Amanda Waite, Case Manager at Dental Protection, looks at why a regular review of your patients’ medical histories and understanding their significance improves patient safety.
One of the first principles we learn at dental school is the importance of taking a detailed medical history before treating any patient. Most dental schools have their own designed medical history questionnaire, and this shapes the format, style, and extent of any further questioning of the patient on points arising from their medical history.

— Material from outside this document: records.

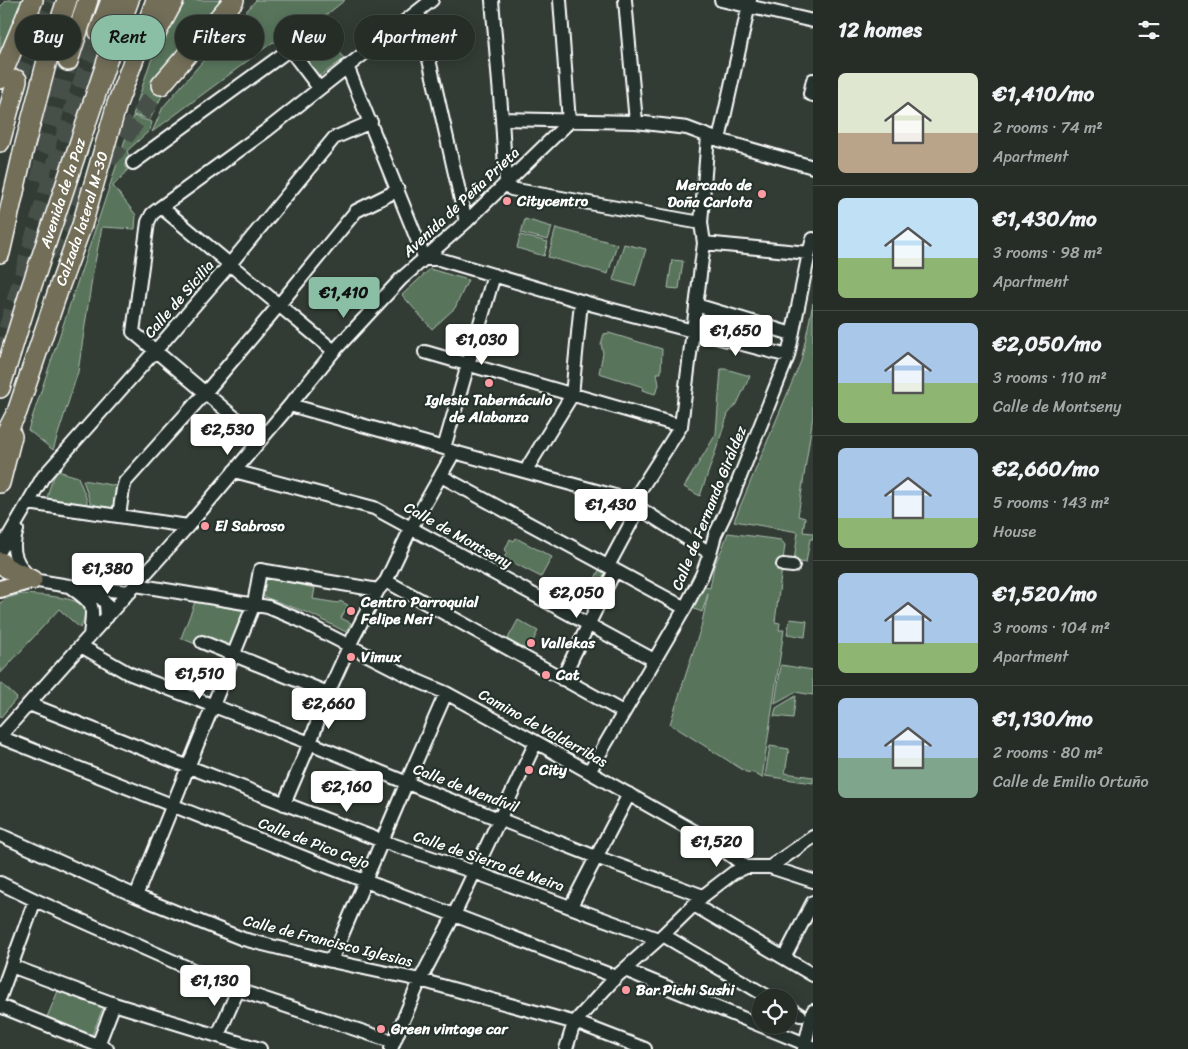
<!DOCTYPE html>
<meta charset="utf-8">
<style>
body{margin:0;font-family:Sriracha,sans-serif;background:#323933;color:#f1f3f6;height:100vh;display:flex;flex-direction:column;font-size:19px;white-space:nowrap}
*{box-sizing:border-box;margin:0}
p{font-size:16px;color:#a4a8a7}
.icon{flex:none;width:28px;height:28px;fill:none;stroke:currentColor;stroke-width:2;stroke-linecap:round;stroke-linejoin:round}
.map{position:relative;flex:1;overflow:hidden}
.panel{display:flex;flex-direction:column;background:#262d27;width:375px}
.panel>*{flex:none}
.top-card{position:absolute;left:15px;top:15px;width:475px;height:45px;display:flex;gap:10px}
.fabs{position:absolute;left:752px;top:989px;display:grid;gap:10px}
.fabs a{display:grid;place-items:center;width:45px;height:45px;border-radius:50%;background:#262d27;box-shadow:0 2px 12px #0003,0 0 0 1px #424944;font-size:25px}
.price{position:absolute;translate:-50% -42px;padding:0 11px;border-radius:5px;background:#fff;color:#222;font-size:16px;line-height:32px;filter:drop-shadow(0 1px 2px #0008)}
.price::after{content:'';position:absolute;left:50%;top:30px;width:15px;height:11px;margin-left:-8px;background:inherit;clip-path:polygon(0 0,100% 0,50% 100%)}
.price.on{background:#8abfa5;color:#111}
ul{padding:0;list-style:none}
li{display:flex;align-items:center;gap:15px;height:125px;padding:0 25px}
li+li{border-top:1px solid #424944}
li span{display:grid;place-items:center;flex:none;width:140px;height:100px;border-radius:8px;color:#555}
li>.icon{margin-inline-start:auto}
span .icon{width:60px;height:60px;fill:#fffc;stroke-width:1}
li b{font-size:21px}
h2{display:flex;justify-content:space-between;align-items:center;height:60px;padding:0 25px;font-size:21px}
.pill{padding:0 18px;border-radius:22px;background:#262d27;box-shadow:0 2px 12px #0003,0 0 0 1px #424944;font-size:18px;line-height:45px}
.pill.on{background:#8abfa5;color:#111}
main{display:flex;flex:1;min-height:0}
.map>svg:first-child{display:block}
.green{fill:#59755c;stroke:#acbaae}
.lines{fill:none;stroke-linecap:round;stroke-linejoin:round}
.highway-tunnel{stroke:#465048;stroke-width:19;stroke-dasharray:19 9;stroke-linecap:butt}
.minor-casing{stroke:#fff;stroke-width:16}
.major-casing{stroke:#fff;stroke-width:20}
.highway-casing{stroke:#fff;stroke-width:22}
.minor{stroke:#26332d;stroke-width:12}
.major{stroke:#726e59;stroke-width:16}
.highway{stroke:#726e59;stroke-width:19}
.poi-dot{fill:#ff9aa2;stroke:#26332d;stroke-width:2}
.labels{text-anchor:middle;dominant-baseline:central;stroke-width:4.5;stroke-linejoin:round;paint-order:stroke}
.poi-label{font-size:15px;font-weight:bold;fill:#fff;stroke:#26332d;text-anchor:start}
.street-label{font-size:15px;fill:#fff;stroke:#26332d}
</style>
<main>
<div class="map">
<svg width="813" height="1049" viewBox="0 0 813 1049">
<rect width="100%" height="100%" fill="#323c34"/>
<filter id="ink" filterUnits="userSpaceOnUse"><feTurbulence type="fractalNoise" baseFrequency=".02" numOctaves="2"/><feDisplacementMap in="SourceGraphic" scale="10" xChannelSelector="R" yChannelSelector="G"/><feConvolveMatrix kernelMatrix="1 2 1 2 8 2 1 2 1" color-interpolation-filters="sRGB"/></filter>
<g filter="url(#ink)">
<path class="green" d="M7 0H26L0 59V7Z
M183 0H225L165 90 150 119 133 115 150 63 177 7Z
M256 0H345L325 16 342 39 335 44 344 59 317 78 290 45 273 42 152 132 163 107Z
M133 116 152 122 150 130 127 151C135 168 123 175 113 186L136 215 135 229 102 227 93 272 78 372 53 450 28 430Z
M525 219 552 227 548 240 521 233Z
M556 228 617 244 608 274 548 257Z
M520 235 548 242 544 256 517 248Z
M624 244 646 249 635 286 613 280Z
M672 260 683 261 679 289 668 288Z
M430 269 468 280 455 308 432 329 402 295Z
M813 303V416L798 516 805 518 803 532 813 533V539H810L806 563 794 561 798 532 734 521 801 361Z
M609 333 662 349 661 373H657L659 385 655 394 642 390 643 387 599 373 603 353 601 344 604 334Z
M721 369H726L750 376 737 404 728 414 716 450 700 496 684 487 716 434Z
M58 471 78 477 87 500V504L47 499C49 489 51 480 58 471Z
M83 480 117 486 113 508 91 505Z
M728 533 781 540 785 545 775 622 780 623 779 630H784L762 778 754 773 746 772 670 724 701 627 708 594 702 612 692 608 705 587 710 588 714 566 722 549Z
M516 538 552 557 541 577 504 558 507 552 505 550 510 539 514 541Z
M600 568 609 572 592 607 583 603Z
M265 577 315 588 313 599 338 603 340 601 348 605 341 618 351 623 346 632 311 614 262 596Z
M22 594C34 595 75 596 82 606 87 612 84 621 80 628L59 609 0 674V603L7 598Z
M195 602 246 611 231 648 200 646 181 638Z
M790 619 807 621 805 637 787 634Z
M518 620 538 631 527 653 506 642Z
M781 665 813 670V695L795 692 775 703Z
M0 682 17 698 0 718Z
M796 696 793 718 774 716 776 708Z
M770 746 789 749 785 773 813 777V783L765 776Z
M58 991 103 1008 92 1035 47 1017Z"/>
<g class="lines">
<path class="highway-tunnel" d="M85 43 99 0
M17 80 50 0
M40 181 50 127 68 61
M47 254 69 216 161 85
M0 356 53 174 99 32"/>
<g class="minor-casing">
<path id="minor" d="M492 0 502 119 506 183 511 189 701 223
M560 0 569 122
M625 0 636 122
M721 0 813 21
M418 11 466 222
M347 66 425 259
M813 80 810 94 813 95
M502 119 636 122 687 128 719 140 813 167
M719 140 750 0
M133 163 286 52H291L294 55 319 88
M161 207 334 351
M704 243 809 253
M425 259H439L594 305 788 356
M696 305 792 334
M425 352 681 426
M290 405 444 448 454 452 633 501 639 508 710 553
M260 439 133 332 148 222 152 214 161 207 267 130 432 0
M444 448 494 275
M234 471 374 508 654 660
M527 472 529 465 572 395 581 302
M441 476 685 608
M633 501 681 426 704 243 701 223 708 136
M28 503 188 526
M119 515 123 489 125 482 205 393 274 311 356 211 398 190
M17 530C9 552 17 565 32 580L69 586 130 592
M0 551 43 477 163 342 230 264 334 138 371 122
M783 565 793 566
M608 566 639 508
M386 581 623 712
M136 585 268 607 297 619 418 681 446 693 536 742 713 842 746 867H770L813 881
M69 586C95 605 94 602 90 635
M84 590 101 598 106 604 107 617
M202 642 328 693
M81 646 128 673 310 743 417 787 596 857 703 896
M562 679 615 570
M29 704 189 767 382 841 474 872 658 939
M0 736 188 526 290 405 334 351 401 279 466 222 569 122
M0 737 318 863 616 977
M589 772 685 608 702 575 710 553 715 535 726 512 788 356 809 253 813 239
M284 804 310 743 328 693 353 638 378 590 386 581 411 528 454 452
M0 835 136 896 243 939 331 961 420 980 583 1025 645 1049
M770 867 813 837
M0 883 35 900 238 990 394 1042
M136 896 254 604 260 570 378 590
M694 905 813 975
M571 906 629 794
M663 935 770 998
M784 958 813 902
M331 961 407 782 446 693
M11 966 114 1004 260 1049
M625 970 813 1047
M0 997 35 900
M0 1006 107 1049
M789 1008 800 1015
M218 1035 238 990
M98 1045 114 1004
M391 1049 420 980 454 915 536 742
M566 1049 574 1023 616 977 663 935 703 896 733 873 746 867
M804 1049 813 1011"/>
</g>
<g class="major-casing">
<path id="major" d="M0 589 32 580"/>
</g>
<g class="highway-casing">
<g id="highway">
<path d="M99 32 111 0"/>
<path d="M153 39 174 0"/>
<path d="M68 61 88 0"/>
<path d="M0 79 33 0"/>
<path d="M161 85 234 0"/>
<path d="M0 142 17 80"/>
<path d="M0 253 24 148 48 57 67 0"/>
<path id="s1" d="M0 388 29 294 111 49 129 0"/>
<path id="s2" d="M0 449 5 435 17 412 60 285 82 225 117 104 156 0"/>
<path d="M0 483 12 436"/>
<path d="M0 562 7 568 32 580"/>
</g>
</g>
<use href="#minor" class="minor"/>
<use href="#major" class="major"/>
<use href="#highway" class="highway"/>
</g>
</g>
<g class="poi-dot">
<circle cx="762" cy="194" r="5"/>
<circle cx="507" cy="201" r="5"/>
<circle cx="489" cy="383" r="5"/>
<circle cx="205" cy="526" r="5"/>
<circle cx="351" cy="611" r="5"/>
<circle cx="531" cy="643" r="5"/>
<circle cx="351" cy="657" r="5"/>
<circle cx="546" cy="675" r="5"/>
<circle cx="529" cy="770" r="5"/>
<circle cx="626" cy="990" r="5"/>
<circle cx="381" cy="1029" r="5"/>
</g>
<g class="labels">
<g class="poi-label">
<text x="752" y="185" text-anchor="end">Mercado de<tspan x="752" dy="17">Doña Carlota</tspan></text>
<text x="517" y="201">Citycentro</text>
<text x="489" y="400" text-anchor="middle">Iglesia Tabernáculo<tspan x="489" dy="17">de Alabanza</tspan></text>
<text x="215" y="526">El Sabroso</text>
<text x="361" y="602">Centro Parroquial<tspan x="361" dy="17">Felipe Neri</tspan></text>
<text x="541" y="643">Vallekas</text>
<text x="361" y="657">Vimux</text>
<text x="556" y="675">Cat</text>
<text x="539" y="770">City</text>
<text x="636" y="990">Bar Pichi Sushi</text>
<text x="391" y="1029">Green vintage car</text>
</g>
<g class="street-label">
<text stroke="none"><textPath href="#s1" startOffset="205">Avenida de la Paz</textPath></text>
<text transform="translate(461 202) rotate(-43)">Avenida de Peña Prieta</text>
<text stroke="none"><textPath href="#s2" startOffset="245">Calzada lateral M-30</textPath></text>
<text transform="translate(179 299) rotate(-49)">Calle de Sicilia</text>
<text transform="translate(709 508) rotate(-68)">Calle de Fernando Giráldez</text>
<text transform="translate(458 535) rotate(29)">Calle de Montseny</text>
<text transform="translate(543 728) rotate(29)">Camino de Valderribas</text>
<text transform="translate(466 788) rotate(21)">Calle de Mendívil</text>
<text transform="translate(314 843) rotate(21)">Calle de Pico Cejo</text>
<text transform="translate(489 861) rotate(19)">Calle de Sierra de Meira</text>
<text transform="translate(328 941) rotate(14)">Calle de Francisco Iglesias</text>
</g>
</g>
</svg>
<div class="fabs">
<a><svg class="icon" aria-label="locate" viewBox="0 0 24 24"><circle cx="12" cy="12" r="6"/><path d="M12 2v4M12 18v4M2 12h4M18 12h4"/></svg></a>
</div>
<b class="price on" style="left:344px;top:319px">€1,410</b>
<b class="price" style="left:736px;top:357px">€1,650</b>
<b class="price" style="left:482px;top:366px">€1,030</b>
<b class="price" style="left:228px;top:456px">€2,530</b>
<b class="price" style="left:611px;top:531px">€1,430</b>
<b class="price" style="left:108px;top:595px">€1,380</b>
<b class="price" style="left:577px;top:619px">€2,050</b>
<b class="price" style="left:200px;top:700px">€1,510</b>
<b class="price" style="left:329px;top:730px">€2,660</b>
<b class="price" style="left:347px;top:813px">€2,160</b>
<b class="price" style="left:717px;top:868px">€1,520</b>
<b class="price" style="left:215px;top:1007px">€1,130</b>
<div class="top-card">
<a class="pill">Buy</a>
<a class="pill on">Rent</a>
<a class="pill">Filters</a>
<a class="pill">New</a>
<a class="pill">Apartment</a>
</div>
</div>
<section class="panel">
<h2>12 homes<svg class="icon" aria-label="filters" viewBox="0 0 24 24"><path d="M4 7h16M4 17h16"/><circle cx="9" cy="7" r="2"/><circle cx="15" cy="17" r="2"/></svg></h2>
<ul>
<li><span style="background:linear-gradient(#dfe7d0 60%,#b9a48a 0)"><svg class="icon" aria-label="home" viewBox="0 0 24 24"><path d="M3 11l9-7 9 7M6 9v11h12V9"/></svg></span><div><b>€1,410/mo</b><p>2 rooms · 74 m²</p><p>Apartment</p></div></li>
<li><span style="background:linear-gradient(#bfe0f5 60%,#8fb573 0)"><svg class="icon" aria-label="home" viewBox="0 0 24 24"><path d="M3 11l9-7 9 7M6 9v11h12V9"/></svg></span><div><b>€1,430/mo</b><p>3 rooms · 98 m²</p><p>Apartment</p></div></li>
<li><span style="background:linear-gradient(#a9c7e8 60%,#8fb573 0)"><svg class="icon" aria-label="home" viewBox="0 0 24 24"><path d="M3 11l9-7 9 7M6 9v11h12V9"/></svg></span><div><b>€2,050/mo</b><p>3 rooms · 110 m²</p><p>Calle de Montseny</p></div></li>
<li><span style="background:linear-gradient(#a9c7e8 70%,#8fb573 0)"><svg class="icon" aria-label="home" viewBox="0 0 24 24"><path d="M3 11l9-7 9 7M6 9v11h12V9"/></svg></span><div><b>€2,660/mo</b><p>5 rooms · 143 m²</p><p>House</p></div></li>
<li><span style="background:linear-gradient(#a9c7e8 70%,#8fb573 0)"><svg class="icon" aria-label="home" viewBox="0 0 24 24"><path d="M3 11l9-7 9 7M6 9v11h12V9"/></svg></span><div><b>€1,520/mo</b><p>3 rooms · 104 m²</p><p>Apartment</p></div></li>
<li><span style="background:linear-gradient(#a9c7e8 60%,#7fa58c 0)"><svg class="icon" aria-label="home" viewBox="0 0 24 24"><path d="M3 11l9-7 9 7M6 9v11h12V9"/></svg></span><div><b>€1,130/mo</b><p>2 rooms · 80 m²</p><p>Calle de Emilio Ortuño</p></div></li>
</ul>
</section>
</main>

Many practices, in similar fashion, use their own medical history questionnaires that patients are asked to complete when attending the practice for the first time. In most cases the design provides for the patient to answer “yes” or “no” to a set of predetermined questions, and then to sign and date the completed questionnaire. The dental healthcare professional (DHP) then ensures that the patient has properly understood all the questions (for example, where patients leave one or more answers blank), and where “yes” answers have been given, further questioning of the patient will allow the details of any response to be clarified and expanded upon. Sometimes this highlights areas where further information needs to be gathered – perhaps contacting the patient’s medical practitioner, with the patient’s consent, or by asking the patient to bring a list of any medication they are taking along to their visit, so that the precise drugs and dosages can be identified with certainty.
When things go wrong
In several recent cases, the patient’s medical history has been at the heart of negligence claims brought against dentists and other dental team members. For example, a failure to consider certain allergies to drugs, especially penicillin and other antibiotics, or to recognise the significance of long-term anticoagulants predisposing to postoperative bleeding, or the potential for drug interactions. Medications can also have side effects that cause visible changes in the soft tissue, for example phenytoin, calcium channel blockers and anti-retroviral preparations.
Cases such as these often reveal that although a clinician might have taken a comprehensive medical history when the patient first attended as a new patient, this process has either not been repeated or has been much more superficial, when the patient has returned for successive courses of treatment. In most cases, no further written medical history questionnaire is ever undertaken, and indeed there is rarely any note on the record card to confirm what (if any) further questioning has taken place to update the patient's medical history.
This can be a considerable embarrassment when the patient has attended the same practice over many years, and the clinician is apparently still relying on the patient's original medical history details.
Medical histories change
It is self-evident that a patient’s medical history status is not static and indeed a patient's medication prescribed by others may change from visit to visit. It is prudent, therefore, to ensure not only those changes in medical history, including medication, are regularly checked and updated, but also that this fact is clearly recorded as a dated entry in the patient’s clinical notes. The Code of Practice: Professional Behaviour and Ethical Conduct states:
“9.1 You must keep legible, accurate, comprehensive and up-to-date records for all your patients”, and this would include their medical history.”
Many DHPs take medical health histories verbally and if no positive or significant responses are elicited, an entry such as “MH – nil” is made in the records. While better than no entry, this approach carries the disadvantage that it can be difficult or impossible to establish precisely what questions were asked of the patient, in what terms, and what answers were given.
A well-structured health record questionnaire form, which is completed, signed, and dated by the patient, and subsequently updated on a regular basis, ideally, during each successive course of treatment, is not only in the patient’s best interest, but is also the best platform for the successful defence of cases where failure to elicit or act upon a relevant aspect of medical history leads to avoidable harm to the patient. If there is doubt regarding a patient’s medical history, it may be sensible to defer treatment pending clarification of any areas of uncertainty. In all cases, the taking and confirmation of a medical history is the role of the DHP and is certainly a key part of a DHP’s duty of care.